Look through the material below. Copy every line with the string "canvas" in it.

Provided records:
_ _ _

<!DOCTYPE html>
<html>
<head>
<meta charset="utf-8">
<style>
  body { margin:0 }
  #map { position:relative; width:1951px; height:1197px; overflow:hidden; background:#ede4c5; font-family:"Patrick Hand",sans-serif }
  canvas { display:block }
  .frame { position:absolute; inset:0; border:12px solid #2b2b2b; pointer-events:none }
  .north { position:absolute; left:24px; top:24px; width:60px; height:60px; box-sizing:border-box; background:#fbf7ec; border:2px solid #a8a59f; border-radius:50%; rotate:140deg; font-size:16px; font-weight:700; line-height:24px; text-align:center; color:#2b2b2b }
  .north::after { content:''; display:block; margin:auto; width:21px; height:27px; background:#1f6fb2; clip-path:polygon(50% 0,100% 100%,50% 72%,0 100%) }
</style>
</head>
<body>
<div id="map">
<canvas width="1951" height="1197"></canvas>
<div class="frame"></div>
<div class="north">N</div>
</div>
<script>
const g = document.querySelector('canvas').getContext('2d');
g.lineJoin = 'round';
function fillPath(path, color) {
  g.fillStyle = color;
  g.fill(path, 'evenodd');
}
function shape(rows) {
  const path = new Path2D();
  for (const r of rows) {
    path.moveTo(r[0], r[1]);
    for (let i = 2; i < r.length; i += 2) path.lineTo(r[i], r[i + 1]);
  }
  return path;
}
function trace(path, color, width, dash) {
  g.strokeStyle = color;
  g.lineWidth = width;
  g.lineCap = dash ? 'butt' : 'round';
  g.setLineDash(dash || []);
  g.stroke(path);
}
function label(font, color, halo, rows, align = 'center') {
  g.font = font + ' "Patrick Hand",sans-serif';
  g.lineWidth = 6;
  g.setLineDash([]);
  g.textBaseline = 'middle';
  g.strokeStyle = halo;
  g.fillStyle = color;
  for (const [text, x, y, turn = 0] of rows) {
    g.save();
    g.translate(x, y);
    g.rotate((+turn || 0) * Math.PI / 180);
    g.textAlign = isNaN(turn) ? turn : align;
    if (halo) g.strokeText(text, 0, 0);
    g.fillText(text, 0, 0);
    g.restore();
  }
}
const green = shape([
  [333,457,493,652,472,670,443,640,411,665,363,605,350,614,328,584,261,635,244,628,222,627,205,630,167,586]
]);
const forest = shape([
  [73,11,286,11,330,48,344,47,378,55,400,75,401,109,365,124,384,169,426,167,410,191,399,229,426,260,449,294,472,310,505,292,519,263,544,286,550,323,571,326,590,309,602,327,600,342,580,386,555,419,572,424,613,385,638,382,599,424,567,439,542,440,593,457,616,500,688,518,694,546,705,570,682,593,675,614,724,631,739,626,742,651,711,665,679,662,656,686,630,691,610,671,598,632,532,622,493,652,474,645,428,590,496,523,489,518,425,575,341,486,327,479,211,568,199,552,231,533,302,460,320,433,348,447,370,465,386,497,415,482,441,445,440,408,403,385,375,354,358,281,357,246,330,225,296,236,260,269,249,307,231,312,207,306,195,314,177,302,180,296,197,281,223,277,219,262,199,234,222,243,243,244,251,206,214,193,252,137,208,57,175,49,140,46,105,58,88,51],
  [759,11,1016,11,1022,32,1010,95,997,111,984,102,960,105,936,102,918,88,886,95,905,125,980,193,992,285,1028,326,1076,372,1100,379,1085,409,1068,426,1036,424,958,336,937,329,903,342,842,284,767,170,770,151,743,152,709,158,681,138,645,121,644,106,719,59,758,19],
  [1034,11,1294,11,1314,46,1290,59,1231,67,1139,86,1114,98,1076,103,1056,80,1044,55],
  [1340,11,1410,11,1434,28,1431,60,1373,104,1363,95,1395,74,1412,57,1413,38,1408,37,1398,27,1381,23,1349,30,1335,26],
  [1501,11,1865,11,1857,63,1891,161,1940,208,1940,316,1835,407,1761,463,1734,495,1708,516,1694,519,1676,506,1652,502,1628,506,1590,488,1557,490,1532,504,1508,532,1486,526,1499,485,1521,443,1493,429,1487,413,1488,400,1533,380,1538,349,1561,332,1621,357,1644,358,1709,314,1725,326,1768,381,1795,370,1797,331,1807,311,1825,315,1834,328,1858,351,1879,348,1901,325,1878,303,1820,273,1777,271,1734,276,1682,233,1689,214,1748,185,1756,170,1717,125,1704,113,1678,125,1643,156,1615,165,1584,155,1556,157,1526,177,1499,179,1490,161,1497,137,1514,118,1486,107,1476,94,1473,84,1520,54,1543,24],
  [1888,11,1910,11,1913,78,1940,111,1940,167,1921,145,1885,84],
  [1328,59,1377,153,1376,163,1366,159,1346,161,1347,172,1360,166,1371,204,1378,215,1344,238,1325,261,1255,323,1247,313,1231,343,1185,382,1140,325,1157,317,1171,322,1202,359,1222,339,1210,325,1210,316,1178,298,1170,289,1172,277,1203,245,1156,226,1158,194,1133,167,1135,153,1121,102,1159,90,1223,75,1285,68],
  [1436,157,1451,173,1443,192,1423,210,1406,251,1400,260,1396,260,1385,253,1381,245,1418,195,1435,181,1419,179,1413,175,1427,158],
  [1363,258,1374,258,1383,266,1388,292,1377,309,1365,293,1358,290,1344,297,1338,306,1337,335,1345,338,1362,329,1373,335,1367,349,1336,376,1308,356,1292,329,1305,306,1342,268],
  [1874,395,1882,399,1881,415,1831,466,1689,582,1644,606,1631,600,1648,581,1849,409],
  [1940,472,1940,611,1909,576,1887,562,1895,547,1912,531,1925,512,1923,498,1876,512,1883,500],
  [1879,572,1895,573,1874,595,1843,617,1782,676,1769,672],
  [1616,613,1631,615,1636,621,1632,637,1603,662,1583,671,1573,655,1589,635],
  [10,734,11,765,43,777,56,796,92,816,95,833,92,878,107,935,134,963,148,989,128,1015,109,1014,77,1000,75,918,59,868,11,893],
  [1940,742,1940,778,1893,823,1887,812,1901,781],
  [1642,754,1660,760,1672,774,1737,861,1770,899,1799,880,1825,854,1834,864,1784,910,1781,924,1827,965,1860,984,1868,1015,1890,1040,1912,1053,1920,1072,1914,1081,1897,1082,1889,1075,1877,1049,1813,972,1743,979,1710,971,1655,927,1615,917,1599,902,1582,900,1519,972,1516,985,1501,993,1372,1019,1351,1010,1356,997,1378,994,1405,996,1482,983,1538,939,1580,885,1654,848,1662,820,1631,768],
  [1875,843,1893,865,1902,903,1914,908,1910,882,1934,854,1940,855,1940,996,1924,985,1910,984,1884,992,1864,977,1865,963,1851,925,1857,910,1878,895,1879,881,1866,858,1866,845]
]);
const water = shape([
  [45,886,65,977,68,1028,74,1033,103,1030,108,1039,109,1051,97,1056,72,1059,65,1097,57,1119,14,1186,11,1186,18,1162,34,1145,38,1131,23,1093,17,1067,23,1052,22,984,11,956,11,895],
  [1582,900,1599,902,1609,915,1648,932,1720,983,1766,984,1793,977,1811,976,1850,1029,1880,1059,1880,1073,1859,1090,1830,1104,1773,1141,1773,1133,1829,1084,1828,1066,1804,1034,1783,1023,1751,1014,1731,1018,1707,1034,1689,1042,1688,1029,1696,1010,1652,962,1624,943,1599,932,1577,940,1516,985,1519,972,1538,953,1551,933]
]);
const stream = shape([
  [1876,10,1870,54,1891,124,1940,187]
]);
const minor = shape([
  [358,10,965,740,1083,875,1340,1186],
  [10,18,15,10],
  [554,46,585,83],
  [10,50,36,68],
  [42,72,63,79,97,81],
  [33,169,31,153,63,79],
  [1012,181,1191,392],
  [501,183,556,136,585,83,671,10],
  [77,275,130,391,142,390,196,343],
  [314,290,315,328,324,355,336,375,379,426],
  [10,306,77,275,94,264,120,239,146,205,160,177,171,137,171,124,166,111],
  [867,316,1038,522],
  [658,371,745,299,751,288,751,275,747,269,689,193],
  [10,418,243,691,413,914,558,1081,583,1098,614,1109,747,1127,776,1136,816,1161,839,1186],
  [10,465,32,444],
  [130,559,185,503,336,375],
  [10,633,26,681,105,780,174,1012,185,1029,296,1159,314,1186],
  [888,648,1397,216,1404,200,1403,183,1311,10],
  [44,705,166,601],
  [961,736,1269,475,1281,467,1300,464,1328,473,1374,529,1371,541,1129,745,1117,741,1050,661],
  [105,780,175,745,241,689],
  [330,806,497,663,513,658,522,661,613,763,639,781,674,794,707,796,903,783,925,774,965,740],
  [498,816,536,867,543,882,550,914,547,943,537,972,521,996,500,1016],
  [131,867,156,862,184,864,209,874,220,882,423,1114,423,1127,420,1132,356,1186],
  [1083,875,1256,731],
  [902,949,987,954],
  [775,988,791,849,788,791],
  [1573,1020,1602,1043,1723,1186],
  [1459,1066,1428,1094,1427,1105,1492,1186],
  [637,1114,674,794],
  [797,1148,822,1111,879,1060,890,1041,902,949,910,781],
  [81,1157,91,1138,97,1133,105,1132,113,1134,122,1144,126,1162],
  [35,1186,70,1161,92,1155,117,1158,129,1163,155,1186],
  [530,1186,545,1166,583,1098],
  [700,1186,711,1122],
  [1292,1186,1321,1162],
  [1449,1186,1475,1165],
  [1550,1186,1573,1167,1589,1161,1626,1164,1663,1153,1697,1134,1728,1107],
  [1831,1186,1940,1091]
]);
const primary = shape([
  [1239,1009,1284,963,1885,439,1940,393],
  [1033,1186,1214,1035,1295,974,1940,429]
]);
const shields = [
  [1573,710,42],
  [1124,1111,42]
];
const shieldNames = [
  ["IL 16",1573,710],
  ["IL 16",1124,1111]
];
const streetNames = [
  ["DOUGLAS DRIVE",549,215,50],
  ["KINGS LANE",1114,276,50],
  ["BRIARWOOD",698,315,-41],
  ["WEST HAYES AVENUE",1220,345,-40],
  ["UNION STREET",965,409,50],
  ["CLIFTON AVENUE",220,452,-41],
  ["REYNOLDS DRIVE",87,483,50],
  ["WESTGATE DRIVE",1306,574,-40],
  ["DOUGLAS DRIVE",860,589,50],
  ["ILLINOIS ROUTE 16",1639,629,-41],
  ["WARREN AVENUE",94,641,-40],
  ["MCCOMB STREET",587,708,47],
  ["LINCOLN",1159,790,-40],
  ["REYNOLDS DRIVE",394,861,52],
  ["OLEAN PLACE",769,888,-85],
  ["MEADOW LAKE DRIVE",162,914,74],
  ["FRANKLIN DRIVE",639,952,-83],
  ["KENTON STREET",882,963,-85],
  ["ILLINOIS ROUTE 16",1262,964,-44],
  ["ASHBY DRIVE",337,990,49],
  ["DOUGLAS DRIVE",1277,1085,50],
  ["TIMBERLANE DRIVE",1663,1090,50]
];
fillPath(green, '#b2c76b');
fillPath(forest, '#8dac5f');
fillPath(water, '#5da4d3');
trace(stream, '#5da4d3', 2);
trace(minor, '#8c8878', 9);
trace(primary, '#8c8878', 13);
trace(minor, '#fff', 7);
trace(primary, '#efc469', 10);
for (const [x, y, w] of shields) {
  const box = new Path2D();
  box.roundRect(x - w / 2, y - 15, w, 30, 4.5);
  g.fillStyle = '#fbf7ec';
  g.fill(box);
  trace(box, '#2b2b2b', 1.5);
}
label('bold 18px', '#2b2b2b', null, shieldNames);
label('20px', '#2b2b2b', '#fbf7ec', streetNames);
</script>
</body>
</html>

_ _ _

Reply:
  canvas { display:block }
<canvas width="1951" height="1197"></canvas>
const g = document.querySelector('canvas').getContext('2d');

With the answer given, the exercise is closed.